Amigos, tão pouco! Brinquei e falei por momentos com algumas crianças, mas logo
as mães apareciam afogueadas de susto e as tiravam de mim, pelo pecado único de
poucas palavras. Aprendi, então, que falar devia de ser pecado, que o teu Deus
castigava e nos tirava as crianças amigas. Deixei de falar. Anos assim! Nenhuma
palavra proferida, mas, inexplicavelmente, acontecia tudo de novo: uma outra
mãe afogueada que me tirava um amigo sem qualquer explicação. Cresci sem
ninguém e sem compreender o mundo que me circundava. Não sabia por que o meu
quarto era de pano e o teu de tijolos e cimento e tinta da cor das nuvens.
Julgo que me isolava, pois tinha medo de possuir algo e que me fosse retirado
de seguida; mais um castigo a juntar-se aos outros!
Mas esse não era o único medo que tinha. Havia
muitos mais... o medo de andar sozinha nas ruas; medo que me gozassem e me
desprezassem e me apedrejassem, como já tinha acontecido lá na escola. Medo de
uma realidade cingida de mesquinhez e espelhos que reflectiam apenas o que se
queria ver. Deixavam-se de lado as semelhanças que nos uniam, embora se
tratasse apenas de contornar e adiar um problema, não de resolvê-lo; virar-lhe
as costas e deixá-lo desenvolver-se em barracas, em bairros de lata invisíveis
de dor e sofrimento! Já reparaste que, por vezes, torna-se muito mais simples
não ver? Já reparaste?!
Tive, contudo, uma única amiga a quem me afeiçoei
de verdade. Falava comigo abertamente, sem rodeios, e dava-me atenção. Acho que
nos entendíamos bem. Confiávamos segredos. Riamo-nos. Uma vez, confessei-lhe
que era pobre. Ela afagou-me com carinho e disse: “Eu também”. Senti-me, então,
verdadeiramente unida a si, duas almas numa só, por termos algo em comum.

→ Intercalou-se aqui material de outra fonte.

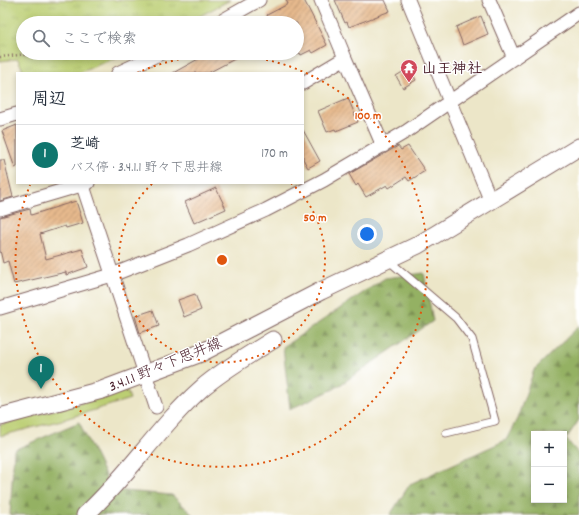 <!DOCTYPE html>
<html lang="ja">
<meta charset="utf-8">
<style>
:root{--surface:#fff;--page:#f6f6f7;--text:#1f2937;--muted:#747a83;--line:#e0e1e3;--accent:#0f766e}
body{margin:0;font-family:Dekko,"Klee One",sans-serif;background:var(--page);color:var(--text)}
.controls{position:absolute;right:12px;bottom:12px;display:grid;overflow:hidden;border-radius:0px;box-shadow:0 2px 6px #0003}
.controls button{width:36px;height:36px;display:grid;place-items:center;padding:0;border:0;border-bottom:1px solid var(--line);background:var(--surface);color:var(--text);font:20px sans-serif}
.you{position:absolute;left:367px;top:234px;width:14px;height:14px;margin:-10px;border:3px solid #fff;border-radius:50%;background:#1a73e8;box-shadow:0 0 0 6px #1a73e833}
.badge{display:grid;place-items:center;width:26px;height:26px;border-radius:50%;background:var(--accent);color:#fff;font-size:13px;font-weight:700}
.pin{position:absolute;translate:-50% -33px;filter:drop-shadow(0 1px 2px #0008)}
.pin::after{content:'';position:absolute;top:21px;width:14px;height:12px;background:inherit;clip-path:polygon(0 0,100% 0,50% 100%)}
.list{margin:0;padding:0;list-style:none}
h2{display:flex;justify-content:space-between;align-items:center;height:52px;margin:0;padding:0 16px;font-size:17px}
h2 small{font-size:13px;font-weight:400;color:var(--muted)}
.list li{display:grid;grid-template-columns:26px 1fr auto;gap:12px;align-items:center;box-sizing:border-box;height:60px;padding:0 16px;border-top:1px solid var(--line)}
.list b{display:block;font-size:15px;white-space:nowrap}
.list p{margin:0;font-size:13px;white-space:nowrap;color:var(--muted)}
.list em{font-size:13px;font-style:normal;color:var(--muted)}
.icon{flex:none;width:22px;height:22px;fill:none;stroke:currentColor;stroke-width:2;stroke-linecap:round;stroke-linejoin:round}
.map{position:relative;flex:none;width:579px;height:515px;overflow:hidden}
.search{position:absolute;background:var(--surface);box-shadow:0 2px 6px #0003;left:16px;top:16px;width:288px;height:44px;display:flex;align-items:center;gap:10px;box-sizing:border-box;padding:0 14px;border-radius:22px;color:var(--muted);font-size:15px}
.panel{position:absolute;background:var(--surface);box-shadow:0 2px 6px #0003;left:16px;top:72px;width:288px;height:112px;border-radius:0px}
.map>svg:first-child{display:block}
</style>
<div class="map">
<svg width="579" height="515" viewBox="0 0 579 515">
<defs>
<pattern id="forest-firs" width="22" height="20" patternUnits="userSpaceOnUse"><rect width="22" height="20" fill="#94b164"/><path d="M5 1l3.5 6h-7zM16 11l3.5 6h-7z" fill="#7b8f53"/></pattern>
<pattern id="park-tufts" width="24" height="20" patternUnits="userSpaceOnUse"><rect width="24" height="20" fill="#bbce72"/><path d="M3 7l-1-3M5 7V3M7 7l1-3M15 17l-1-3M17 17v-4M19 17l1-3" fill="none" stroke="#a2b063"/></pattern>
<pattern id="building-hatch" width="6" height="6" patternUnits="userSpaceOnUse"><rect width="6" height="6" fill="#e6b98d"/><path d="M-1 1l2-2M0 6l6-6M5 7l2-2" fill="none" stroke="#bc9673"/></pattern>
</defs>
<rect width="100%" height="100%" fill="#fff"/>
<filter id="ink" filterUnits="userSpaceOnUse"><feTurbulence type="fractalNoise" baseFrequency=".025" numOctaves="2"/><feDisplacementMap in="SourceGraphic" scale="8" xChannelSelector="R" yChannelSelector="G"/><feConvolveMatrix kernelMatrix="1 2 1 2 8 2 1 2 1" color-interpolation-filters="sRGB"/></filter>
<filter id="wash" filterUnits="userSpaceOnUse"><feTurbulence type="fractalNoise" baseFrequency=".012" numOctaves="4" result="noise"/><feDisplacementMap in="SourceGraphic" scale="16" xChannelSelector="R" yChannelSelector="G"/><feGaussianBlur stdDeviation="0.9" result="paint"/><feColorMatrix in="noise" values="0 0 0 0 0 0 0 0 0 0 0 0 0 0 0 0 0 1.4 0 .05"/><feComposite in="paint" operator="in"/></filter>
<g filter="url(#wash)">
<rect width="100%" height="100%" fill="#ece6c8"/>
<!-- grass -->
<path fill="#bbce72" stroke="#82764e" d="M127,390L130,399L62,420L0,436V425Z"/>
<!-- forest -->
<path fill="url(#forest-firs)" stroke="#6f6848" fill-rule="evenodd" d="M424,273L433,321L334,389L290,409L283,347L385,278Z
M579,326V420L566,439L579,454V515H390L410,484L506,440L517,419L534,370ZM534,434H564V500H534Z
M79,422L112,490L172,495L193,515H10L14,450Z"/>
<!-- park -->
<path fill="url(#park-tufts)" stroke="#82764e" d="M0,0H230L187,23H23V53H126L79,73H24L18,59L0,61Z"/>
<g id="blocks">
<!-- building -->
<path fill="url(#building-hatch)" d="M286,0H304L327,45L313,53L311,50L301,55L300,53L297,55V23H271L267,15L288,4Z
M335,0H385L390,11L349,27L347,22L345,23Z
M481,16L488,34L463,45L456,27Z
M209,53H246L208,73H173Z
M409,68L416,80L403,88L396,76Z
M348,98L358,122L336,131L335,129L327,132L318,111Z
M17,125V167L15,168L2,131Z
M303,130L320,161L308,168L303,159Z
M398,146L401,150L408,146L425,171L409,181L406,177L389,188L387,185L366,197L358,184L356,186L349,174Z
M0,160H4L13,197L0,201Z
M216,188L226,209L194,223L185,202Z
M76,201L83,223L66,228L65,226L40,234L46,259L82,249L88,267L66,275V272L14,284L8,261L3,263L0,250V217L30,209L31,215Z
M195,294L201,310L184,317L178,300Z
M153,310L159,326L140,333L135,316Z"/>
</g>
</g>
<g filter="url(#ink)">
<use href="#blocks" fill-opacity="0" stroke="#836562" stroke-width="1"/>
<g fill="none" stroke-linecap="round" stroke-linejoin="round">
<defs>
<path id="service" d="M388,260L456,318L472,339L495,421L446,433"/>
<path id="minor" d="M408,0L490,199
M489,0L514,58
M218,23L259,0
M345,58L383,146
M118,73L161,53
M303,83L345,58L321,0
M0,119L17,114
M82,183L156,407
M0,209L88,183
M0,308L112,275L188,245L266,210L324,180L407,131L579,13"/>
<path id="tertiary" d="M0,417L102,390L201,353L321,291L418,245L579,147
M85,515C128,476 159,426 202,388C224,369 249,355 273,340"/>
</defs>
<!-- service casing -->
<use href="#service" stroke="#836562" stroke-width="9"/>
<!-- minor casing -->
<use href="#minor" stroke="#836562" stroke-width="15"/>
<!-- tertiary casing -->
<use href="#tertiary" stroke="#836562" stroke-width="19"/>
<!-- path -->
<path stroke="#836562" stroke-width="2.5" stroke-dasharray="1 3" stroke-linecap="butt" d="M0,57L37,53"/>
<!-- service -->
<use href="#service" stroke="#fff" stroke-width="7"/>
<!-- minor -->
<use href="#minor" stroke="#fff" stroke-width="13"/>
<!-- tertiary -->
<use href="#tertiary" stroke="#fff" stroke-width="17"/>
</g>
</g>
<!-- distance rings -->
<g fill="none" stroke="#e0560e" stroke-width="2" stroke-dasharray="2 4">
<path d="M291 183A103 103 0 1 1 153 183"/>
<path d="M137 73A206 206 0 1 1 30 185"/>
</g>
<!-- icons -->
<defs>
<symbol id="temple-pin" viewBox="-11 -11 22 30"><path d="M0 17L-7.5 6A9.5 9.5 0 1 1 7.5 6Z" fill="#d1495b" stroke="#fff"/><path d="M0-6L5-2H3V0L6.5 2.5H4V6H1.5V3h-3V6H-4V2.5H-6.5L-3 0V-2H-5Z" fill="#fff"/></symbol>
</defs>
<g fill-rule="evenodd">
<use href="#temple-pin" x="399" y="58" width="20" height="27"/>
</g>
<g text-anchor="middle" stroke-width="3" stroke-linejoin="round" paint-order="stroke">
<!-- poi labels -->
<g font-size="15" font-weight="bold" fill="#4a1f2b" stroke="#fff" text-anchor="start">
<text x="422" y="73">山王神社</text>
</g>
<!-- street labels -->
<g font-size="15" fill="#4a1f2b" stroke="#fff">
<text transform="translate(165 364) rotate(-22)" y="5">3.4.1.1 野々下思井線</text>
</g>
</g>
<circle cx="222" cy="260" r="6" fill="#e0560e" stroke="#fff" stroke-width="2"/>
<g font-size="12" text-anchor="middle" font-weight="bold" fill="#e0560e" stroke="#fff" stroke-width="3" stroke-linejoin="round" paint-order="stroke">
<text x="368" y="119">100 m</text>
<text x="315" y="221">50 m</text>
</g>
</svg>
<div class="controls">
<button>+</button>
<button>−</button>
</div>
<div class="you"></div>
<div class="pin badge" style="left:41px;top:389px">1</div>
<div class="search"><svg class="icon" aria-label="search" viewBox="0 0 24 24"><circle cx="10" cy="10" r="6"/><path d="M15 15l6 6"/></svg>ここで検索</div>
<section class="panel">
<h2>周辺<small></small></h2>
<ul class="list">
<li><span class="badge">1</span><div><b>芝崎</b><p>バス停 · 3.4.1.1 野々下思井線</p></div><em>170 m</em></li>
</ul>
</section>
</div>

Porém, um dia, quando brincávamos no recreio,
esquecidas da hora e da responsabilidade de regressar à sala de aula, fez-me
chorar.
- Ela é rica. – apontei
para uma casa que espreitava a escola com impetuosidade - Tu não és, pois não?
Mas não me respondeu; os seus olhos buscando os meus.
- Ela é rica. – insisti – Tem cortinas! – fiz uma
pausa e voltei-me para ela com o receio de que me desiludisse – Tu tens
cortinas?
- Sim, tenho cortinas – respondeu-me, surpresa.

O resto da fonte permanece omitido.